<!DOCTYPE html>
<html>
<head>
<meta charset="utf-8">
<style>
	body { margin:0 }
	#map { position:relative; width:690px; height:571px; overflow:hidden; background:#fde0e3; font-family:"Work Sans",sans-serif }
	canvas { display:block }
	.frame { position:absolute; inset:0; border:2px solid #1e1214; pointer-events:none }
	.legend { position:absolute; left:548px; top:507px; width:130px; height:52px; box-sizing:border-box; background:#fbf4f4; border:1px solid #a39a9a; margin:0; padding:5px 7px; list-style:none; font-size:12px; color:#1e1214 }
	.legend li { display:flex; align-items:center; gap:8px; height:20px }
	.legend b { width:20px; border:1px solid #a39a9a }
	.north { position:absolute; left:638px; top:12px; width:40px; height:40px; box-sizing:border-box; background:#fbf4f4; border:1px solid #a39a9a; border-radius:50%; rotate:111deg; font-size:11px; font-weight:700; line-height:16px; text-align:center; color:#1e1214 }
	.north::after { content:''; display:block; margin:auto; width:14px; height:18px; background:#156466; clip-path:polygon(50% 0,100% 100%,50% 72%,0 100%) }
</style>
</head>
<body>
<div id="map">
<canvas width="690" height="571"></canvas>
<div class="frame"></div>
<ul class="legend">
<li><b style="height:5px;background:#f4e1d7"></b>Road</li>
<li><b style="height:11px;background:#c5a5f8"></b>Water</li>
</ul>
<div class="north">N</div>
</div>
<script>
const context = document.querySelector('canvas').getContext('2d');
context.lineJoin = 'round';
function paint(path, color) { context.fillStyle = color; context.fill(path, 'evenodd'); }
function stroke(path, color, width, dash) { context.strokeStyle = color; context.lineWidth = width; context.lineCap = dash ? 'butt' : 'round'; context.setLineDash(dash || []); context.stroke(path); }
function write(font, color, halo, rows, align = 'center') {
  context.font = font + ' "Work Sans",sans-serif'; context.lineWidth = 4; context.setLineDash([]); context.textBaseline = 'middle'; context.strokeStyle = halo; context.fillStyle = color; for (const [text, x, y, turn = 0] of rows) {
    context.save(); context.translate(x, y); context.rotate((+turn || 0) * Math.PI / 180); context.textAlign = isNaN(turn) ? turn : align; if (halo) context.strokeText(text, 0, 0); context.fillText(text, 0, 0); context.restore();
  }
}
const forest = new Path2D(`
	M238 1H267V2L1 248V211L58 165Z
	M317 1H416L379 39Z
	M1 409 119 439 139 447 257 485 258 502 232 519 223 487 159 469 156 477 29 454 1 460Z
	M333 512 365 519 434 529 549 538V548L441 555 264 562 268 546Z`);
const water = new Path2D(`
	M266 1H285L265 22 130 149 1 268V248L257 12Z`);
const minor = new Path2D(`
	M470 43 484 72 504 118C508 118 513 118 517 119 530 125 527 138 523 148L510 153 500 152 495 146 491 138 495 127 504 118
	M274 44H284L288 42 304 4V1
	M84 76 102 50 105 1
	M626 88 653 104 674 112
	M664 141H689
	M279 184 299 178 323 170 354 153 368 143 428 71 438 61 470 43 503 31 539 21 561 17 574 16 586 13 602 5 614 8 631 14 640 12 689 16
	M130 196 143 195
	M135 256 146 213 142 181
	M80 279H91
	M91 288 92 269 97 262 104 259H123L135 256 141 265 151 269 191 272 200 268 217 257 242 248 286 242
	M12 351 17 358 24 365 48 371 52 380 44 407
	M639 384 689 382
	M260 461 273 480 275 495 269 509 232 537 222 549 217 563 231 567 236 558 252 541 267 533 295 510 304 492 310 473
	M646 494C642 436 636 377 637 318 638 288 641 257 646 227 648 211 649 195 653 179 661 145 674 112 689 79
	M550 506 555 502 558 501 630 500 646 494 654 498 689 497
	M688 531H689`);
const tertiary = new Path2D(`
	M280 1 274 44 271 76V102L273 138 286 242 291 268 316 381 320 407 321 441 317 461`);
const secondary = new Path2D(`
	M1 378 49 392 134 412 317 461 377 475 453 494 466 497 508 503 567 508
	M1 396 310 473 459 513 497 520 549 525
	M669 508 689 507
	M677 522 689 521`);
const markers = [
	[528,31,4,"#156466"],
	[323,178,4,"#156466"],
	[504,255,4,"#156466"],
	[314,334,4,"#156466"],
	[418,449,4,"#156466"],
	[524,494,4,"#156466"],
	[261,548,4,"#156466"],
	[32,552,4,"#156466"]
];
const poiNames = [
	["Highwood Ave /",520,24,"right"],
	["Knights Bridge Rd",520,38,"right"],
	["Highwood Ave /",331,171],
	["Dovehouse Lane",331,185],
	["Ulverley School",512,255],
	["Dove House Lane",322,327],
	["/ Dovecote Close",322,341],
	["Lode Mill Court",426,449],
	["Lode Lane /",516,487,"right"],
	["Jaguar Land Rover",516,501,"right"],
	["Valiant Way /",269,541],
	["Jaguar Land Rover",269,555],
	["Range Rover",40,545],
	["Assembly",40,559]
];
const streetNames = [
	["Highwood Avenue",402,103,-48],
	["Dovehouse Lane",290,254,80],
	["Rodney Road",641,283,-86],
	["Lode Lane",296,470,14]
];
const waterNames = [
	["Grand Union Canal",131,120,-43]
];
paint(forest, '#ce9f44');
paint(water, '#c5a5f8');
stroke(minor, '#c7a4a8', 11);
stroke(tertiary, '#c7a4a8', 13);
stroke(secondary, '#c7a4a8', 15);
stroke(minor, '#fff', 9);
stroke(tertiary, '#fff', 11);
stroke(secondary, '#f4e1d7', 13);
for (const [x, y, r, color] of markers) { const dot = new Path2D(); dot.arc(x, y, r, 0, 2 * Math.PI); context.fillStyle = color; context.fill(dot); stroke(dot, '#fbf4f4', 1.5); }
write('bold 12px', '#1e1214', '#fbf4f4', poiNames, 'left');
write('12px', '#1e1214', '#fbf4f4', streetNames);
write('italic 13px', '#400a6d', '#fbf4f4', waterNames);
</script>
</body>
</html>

***

▶ **Task prompt**: If a line in the records above contains the string "setLineDash", copy that line out.

▶ **Your solution**:
function stroke(path, color, width, dash) { context.strokeStyle = color; context.lineWidth = width; context.lineCap = dash ? 'butt' : 'round'; context.setLineDash(dash || []); context.stroke(path); }
  context.font = font + ' "Work Sans",sans-serif'; context.lineWidth = 4; context.setLineDash([]); context.textBaseline = 'middle'; context.strokeStyle = halo; context.fillStyle = color; for (const [text, x, y, turn = 0] of rows) {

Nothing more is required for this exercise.